Permeated with a glowing energy, an outcome of its layered gestation, the 4-foot-square A Thousand Pities III (2007-08) presents the oddly bleary head and shoulders of a woman on a modulated blue background. The composition recalls the painted portraits of a diverse roster—Vermeer, Gerhard Richter, Odd Nerdrum—but this picture was created by projecting images of many people onto a head form painted white. Jury photographs the three-dimensional composite and further modifies it on the computer. Regarding the title, Jury has cited Virginia Woolf, who wrote in A Room of One’s Own: “It would be a thousand pities if women wrote like men, or lived like men, or looked like men, for if two sexes are quite inadequate, considering the vastness and variety of the world, how should we manage with one only?”
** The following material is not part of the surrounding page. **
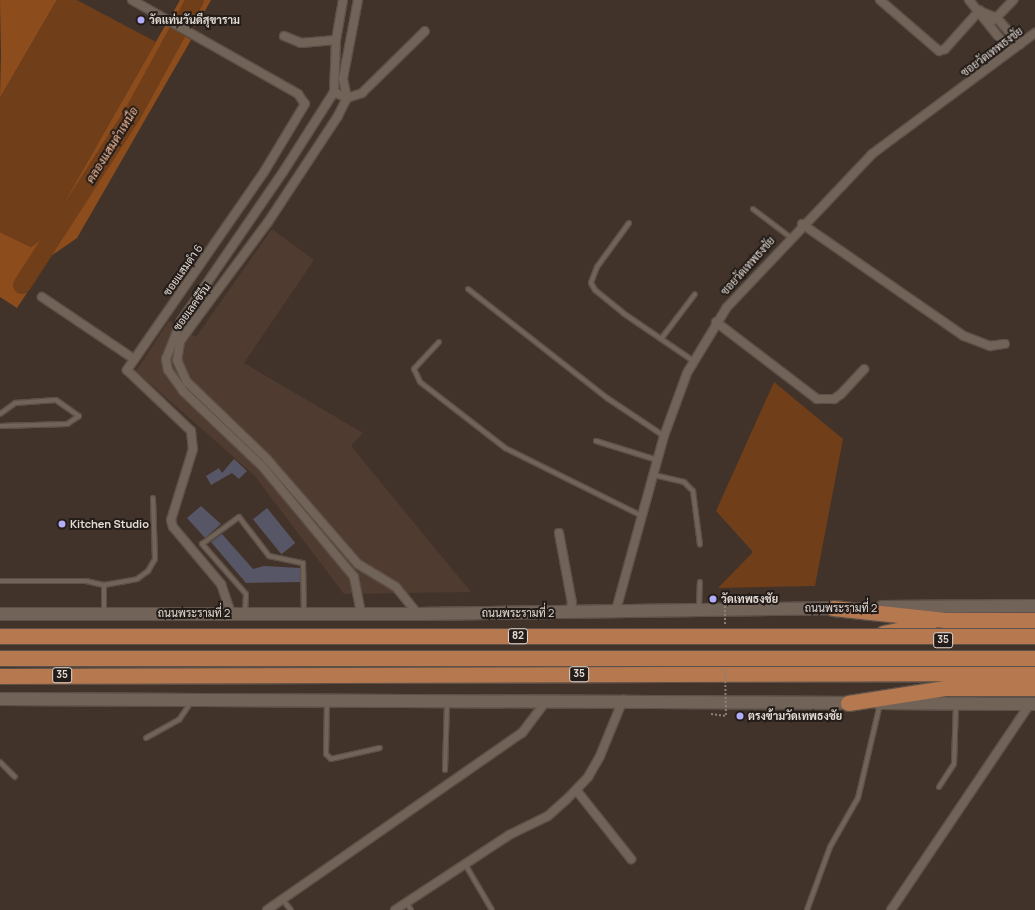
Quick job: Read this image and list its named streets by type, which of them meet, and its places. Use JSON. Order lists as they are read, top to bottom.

For other works, Jury stages scenes with figures in ambiguous situations and formidable landscapes. The 33-by-62-inch Disjecta Membra 6 (2008)—Latin for fragments or scattered parts of a text—positions a single figure, wrapped head-to-toe in what seems to be white bandages, in the middle of an autumnal field. The body is twisted as if suspended or about to fall, and the gnarled trees of a barren orchard recall the dourness of an untended Northern landscape. The entire surface of the photograph is wildly inflected with dark specks or shards, which bring to mind swarms of locusts, the fractured parts of a Cornelia Parker installation or dust on film, thereby underscoring the constructed quality of the image. The Untroubled Blue (2008), likewise staged and manipulated, shows a brown field under an expansive misty blue sky. A prone, wrapped figure lies near the horizon, solitary, seemingly struggling. In Afterland Series 006 (2009), diminutive white-clothed bodies appear in an orderly line, overwhelmed by the vastness of the surrounding nighttime scene. Continuing her orchestration of light, Jury bathes the scene in a cold strong radiance, an operatic effect that might suggest stadium lighting in a sports arena, the figures an assembly of athletes.
The exhibition also included two single-channel video projections that correspond in subject and style to the photographs: a small bandaged figure in an autumnal field and a large head undergoing metamorphosis.
The latter, All Things Being Equal 001 (2009), seemed to pulsate, beating and melting. In her first solo exhibition in New York, this U.K. artist investigated the relationship between photography, video and the history of painting with authoritative results.
Photo: Sam Jury: Disjecta Membra 6, 2008, digital print mounted on aluminum, 33 by 62 inches; at Stephen Haller.